### Task directions:
The line containing "Build a gazetteer for the map" marks the end: output every line of the data up to it, and that line too, exactly as written.

(Saved data entries)
= = =

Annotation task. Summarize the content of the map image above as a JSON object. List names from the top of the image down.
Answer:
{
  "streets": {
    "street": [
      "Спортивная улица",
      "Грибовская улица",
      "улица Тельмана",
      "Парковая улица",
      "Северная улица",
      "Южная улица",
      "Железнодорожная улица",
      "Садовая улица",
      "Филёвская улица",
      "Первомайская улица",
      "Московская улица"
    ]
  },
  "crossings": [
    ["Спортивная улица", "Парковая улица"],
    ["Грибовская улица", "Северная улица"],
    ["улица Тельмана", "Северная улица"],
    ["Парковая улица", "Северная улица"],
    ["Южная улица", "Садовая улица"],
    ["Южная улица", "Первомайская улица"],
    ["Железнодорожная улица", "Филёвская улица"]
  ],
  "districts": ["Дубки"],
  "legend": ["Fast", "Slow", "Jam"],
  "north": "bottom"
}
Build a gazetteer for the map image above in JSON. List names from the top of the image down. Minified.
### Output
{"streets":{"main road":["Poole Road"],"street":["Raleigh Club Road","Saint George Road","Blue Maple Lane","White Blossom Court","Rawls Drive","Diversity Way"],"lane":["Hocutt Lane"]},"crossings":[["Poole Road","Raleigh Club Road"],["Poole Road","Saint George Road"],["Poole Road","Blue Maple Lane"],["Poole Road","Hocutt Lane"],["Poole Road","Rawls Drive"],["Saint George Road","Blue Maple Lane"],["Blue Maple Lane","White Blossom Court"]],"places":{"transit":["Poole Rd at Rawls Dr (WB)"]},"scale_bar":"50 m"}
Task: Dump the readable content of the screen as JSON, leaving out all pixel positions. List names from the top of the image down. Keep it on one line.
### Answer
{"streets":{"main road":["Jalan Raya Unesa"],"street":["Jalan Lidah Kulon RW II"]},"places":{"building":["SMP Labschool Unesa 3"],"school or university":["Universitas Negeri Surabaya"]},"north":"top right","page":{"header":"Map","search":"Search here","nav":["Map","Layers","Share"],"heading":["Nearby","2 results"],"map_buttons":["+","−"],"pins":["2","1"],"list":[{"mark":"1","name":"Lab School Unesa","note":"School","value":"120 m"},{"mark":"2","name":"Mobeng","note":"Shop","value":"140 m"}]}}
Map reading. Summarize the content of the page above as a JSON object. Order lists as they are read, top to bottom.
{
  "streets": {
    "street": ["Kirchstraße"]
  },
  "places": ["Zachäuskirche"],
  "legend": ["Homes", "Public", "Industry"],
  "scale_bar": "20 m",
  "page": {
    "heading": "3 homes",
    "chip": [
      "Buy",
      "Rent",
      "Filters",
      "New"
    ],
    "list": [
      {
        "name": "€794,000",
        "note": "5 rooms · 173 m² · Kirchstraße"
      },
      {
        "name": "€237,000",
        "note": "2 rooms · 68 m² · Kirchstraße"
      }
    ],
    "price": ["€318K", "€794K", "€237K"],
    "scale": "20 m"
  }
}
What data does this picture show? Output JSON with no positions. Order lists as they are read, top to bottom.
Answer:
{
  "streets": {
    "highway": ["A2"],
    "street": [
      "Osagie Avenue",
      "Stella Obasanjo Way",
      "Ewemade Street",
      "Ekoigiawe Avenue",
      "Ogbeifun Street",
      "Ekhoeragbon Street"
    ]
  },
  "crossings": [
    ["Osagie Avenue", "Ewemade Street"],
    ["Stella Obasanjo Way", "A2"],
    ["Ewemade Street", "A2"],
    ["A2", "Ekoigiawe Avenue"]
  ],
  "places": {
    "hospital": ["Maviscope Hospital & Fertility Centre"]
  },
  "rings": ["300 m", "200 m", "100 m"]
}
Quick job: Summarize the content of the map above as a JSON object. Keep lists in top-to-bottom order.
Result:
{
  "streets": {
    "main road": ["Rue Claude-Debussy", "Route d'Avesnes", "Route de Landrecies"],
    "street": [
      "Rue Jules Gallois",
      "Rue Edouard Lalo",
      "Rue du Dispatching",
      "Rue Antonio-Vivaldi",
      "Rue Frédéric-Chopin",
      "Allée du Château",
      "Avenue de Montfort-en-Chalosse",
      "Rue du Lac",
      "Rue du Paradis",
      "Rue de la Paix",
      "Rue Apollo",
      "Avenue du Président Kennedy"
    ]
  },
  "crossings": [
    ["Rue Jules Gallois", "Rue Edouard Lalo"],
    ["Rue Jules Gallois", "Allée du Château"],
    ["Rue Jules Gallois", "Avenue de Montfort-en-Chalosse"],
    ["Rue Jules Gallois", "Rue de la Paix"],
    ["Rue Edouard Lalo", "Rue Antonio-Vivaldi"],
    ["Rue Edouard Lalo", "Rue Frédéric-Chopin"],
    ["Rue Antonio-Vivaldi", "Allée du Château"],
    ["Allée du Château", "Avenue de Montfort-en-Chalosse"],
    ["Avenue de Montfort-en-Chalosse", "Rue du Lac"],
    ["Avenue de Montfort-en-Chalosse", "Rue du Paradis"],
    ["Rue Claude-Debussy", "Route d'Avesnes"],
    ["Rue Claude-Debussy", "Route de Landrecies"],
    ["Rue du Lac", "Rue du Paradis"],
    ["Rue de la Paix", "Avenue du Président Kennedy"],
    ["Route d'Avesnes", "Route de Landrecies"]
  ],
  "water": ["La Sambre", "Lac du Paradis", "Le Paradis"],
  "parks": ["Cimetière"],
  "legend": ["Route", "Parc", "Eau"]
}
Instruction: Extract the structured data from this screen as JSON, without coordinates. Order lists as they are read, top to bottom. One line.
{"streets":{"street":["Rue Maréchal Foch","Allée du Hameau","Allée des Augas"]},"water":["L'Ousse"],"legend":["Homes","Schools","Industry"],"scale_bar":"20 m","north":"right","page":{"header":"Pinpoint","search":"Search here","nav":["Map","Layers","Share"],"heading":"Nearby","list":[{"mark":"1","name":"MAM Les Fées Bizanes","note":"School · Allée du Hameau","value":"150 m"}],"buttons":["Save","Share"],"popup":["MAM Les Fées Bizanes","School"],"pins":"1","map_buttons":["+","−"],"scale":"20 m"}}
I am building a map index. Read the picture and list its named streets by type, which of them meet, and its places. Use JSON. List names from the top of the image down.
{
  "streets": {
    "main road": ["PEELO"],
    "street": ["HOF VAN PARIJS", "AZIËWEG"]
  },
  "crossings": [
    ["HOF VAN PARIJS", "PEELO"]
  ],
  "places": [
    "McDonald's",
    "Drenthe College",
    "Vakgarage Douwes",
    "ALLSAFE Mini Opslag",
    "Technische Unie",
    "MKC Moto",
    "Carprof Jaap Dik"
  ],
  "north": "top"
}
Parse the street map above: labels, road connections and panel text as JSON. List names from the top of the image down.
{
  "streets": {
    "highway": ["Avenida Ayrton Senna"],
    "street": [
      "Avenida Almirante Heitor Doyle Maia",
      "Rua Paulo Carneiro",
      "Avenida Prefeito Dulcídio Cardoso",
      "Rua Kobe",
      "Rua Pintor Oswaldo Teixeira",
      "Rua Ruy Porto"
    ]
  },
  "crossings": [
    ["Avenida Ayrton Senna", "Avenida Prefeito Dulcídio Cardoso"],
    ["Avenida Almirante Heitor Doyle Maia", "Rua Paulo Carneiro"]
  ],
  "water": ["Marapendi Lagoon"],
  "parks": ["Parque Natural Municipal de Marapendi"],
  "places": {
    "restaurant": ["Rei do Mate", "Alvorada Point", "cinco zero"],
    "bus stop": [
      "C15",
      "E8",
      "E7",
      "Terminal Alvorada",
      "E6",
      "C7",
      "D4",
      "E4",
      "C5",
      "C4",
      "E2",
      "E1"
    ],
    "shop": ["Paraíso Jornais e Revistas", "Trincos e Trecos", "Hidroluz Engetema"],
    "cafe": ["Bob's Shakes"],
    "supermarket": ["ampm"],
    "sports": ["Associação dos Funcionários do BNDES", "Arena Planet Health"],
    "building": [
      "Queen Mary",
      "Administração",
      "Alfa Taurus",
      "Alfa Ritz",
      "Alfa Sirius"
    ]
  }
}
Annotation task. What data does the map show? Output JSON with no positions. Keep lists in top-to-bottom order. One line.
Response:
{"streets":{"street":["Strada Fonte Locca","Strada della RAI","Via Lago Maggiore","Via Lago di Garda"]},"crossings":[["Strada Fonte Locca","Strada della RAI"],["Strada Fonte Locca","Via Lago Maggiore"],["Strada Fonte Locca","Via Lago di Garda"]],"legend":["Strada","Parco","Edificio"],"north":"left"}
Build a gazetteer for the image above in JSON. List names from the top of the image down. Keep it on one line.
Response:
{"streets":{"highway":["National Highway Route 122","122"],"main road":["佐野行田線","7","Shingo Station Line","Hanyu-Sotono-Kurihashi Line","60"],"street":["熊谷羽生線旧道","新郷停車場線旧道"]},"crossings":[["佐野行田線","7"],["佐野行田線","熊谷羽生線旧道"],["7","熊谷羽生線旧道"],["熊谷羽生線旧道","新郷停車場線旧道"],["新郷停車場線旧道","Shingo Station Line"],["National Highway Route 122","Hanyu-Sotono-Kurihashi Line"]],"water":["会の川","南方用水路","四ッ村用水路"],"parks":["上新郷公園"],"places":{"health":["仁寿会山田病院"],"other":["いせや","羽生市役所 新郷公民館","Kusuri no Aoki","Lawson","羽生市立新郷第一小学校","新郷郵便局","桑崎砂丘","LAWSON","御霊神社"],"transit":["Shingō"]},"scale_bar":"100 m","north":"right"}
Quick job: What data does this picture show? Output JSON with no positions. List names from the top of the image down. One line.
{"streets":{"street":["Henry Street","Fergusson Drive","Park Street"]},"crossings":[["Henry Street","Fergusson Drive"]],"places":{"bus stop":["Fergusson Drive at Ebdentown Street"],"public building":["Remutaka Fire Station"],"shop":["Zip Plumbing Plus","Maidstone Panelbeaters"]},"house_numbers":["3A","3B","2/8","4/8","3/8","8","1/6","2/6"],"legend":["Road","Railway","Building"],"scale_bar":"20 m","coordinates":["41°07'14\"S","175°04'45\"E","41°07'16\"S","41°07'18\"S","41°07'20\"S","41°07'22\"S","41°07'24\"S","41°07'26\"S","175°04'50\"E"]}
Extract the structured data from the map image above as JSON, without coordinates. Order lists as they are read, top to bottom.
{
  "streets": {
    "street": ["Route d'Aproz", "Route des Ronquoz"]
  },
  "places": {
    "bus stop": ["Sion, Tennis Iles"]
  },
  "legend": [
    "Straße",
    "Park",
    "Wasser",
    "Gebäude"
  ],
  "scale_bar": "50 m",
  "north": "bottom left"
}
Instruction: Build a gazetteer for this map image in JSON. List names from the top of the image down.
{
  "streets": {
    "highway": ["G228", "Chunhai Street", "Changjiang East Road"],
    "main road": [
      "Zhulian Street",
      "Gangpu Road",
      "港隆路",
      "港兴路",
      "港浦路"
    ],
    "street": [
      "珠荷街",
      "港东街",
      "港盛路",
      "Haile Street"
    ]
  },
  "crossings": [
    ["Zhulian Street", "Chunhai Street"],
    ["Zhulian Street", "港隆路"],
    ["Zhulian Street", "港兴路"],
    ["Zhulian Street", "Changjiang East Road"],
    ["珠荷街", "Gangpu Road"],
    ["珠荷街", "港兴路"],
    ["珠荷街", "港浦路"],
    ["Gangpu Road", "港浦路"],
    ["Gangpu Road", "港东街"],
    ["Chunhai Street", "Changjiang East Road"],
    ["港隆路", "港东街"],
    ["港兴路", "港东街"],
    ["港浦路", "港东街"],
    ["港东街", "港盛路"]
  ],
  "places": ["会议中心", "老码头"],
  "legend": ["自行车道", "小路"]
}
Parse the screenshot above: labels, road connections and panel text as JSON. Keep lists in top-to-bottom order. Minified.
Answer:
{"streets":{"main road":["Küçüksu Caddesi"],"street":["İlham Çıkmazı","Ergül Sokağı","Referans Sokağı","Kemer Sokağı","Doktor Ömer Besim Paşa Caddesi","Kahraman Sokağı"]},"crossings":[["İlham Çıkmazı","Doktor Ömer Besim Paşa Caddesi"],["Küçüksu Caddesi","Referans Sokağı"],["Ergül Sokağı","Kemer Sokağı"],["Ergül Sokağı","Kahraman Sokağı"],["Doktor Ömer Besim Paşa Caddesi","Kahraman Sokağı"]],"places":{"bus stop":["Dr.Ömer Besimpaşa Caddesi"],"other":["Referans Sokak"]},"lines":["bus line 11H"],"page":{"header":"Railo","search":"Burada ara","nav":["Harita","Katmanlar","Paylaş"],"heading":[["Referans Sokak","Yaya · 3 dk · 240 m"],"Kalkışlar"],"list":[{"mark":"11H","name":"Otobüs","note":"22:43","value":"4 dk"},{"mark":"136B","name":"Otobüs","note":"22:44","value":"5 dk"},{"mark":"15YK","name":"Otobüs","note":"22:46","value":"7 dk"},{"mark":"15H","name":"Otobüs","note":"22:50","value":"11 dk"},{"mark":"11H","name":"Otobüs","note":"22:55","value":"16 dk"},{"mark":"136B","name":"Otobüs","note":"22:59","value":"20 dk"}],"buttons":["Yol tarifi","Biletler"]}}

= = =

### Answer section:
Annotation task. Summarize the content of the map image above as a JSON object. List names from the top of the image down.
Answer:
{
  "streets": {
    "street": [
      "Спортивная улица",
      "Грибовская улица",
      "улица Тельмана",
      "Парковая улица",
      "Северная улица",
      "Южная улица",
      "Железнодорожная улица",
      "Садовая улица",
      "Филёвская улица",
      "Первомайская улица",
      "Московская улица"
    ]
  },
  "crossings": [
    ["Спортивная улица", "Парковая улица"],
    ["Грибовская улица", "Северная улица"],
    ["улица Тельмана", "Северная улица"],
    ["Парковая улица", "Северная улица"],
    ["Южная улица", "Садовая улица"],
    ["Южная улица", "Первомайская улица"],
    ["Железнодорожная улица", "Филёвская улица"]
  ],
  "districts": ["Дубки"],
  "legend": ["Fast", "Slow", "Jam"],
  "north": "bottom"
}
Build a gazetteer for the map image above in JSON. List names from the top of the image down. Minified.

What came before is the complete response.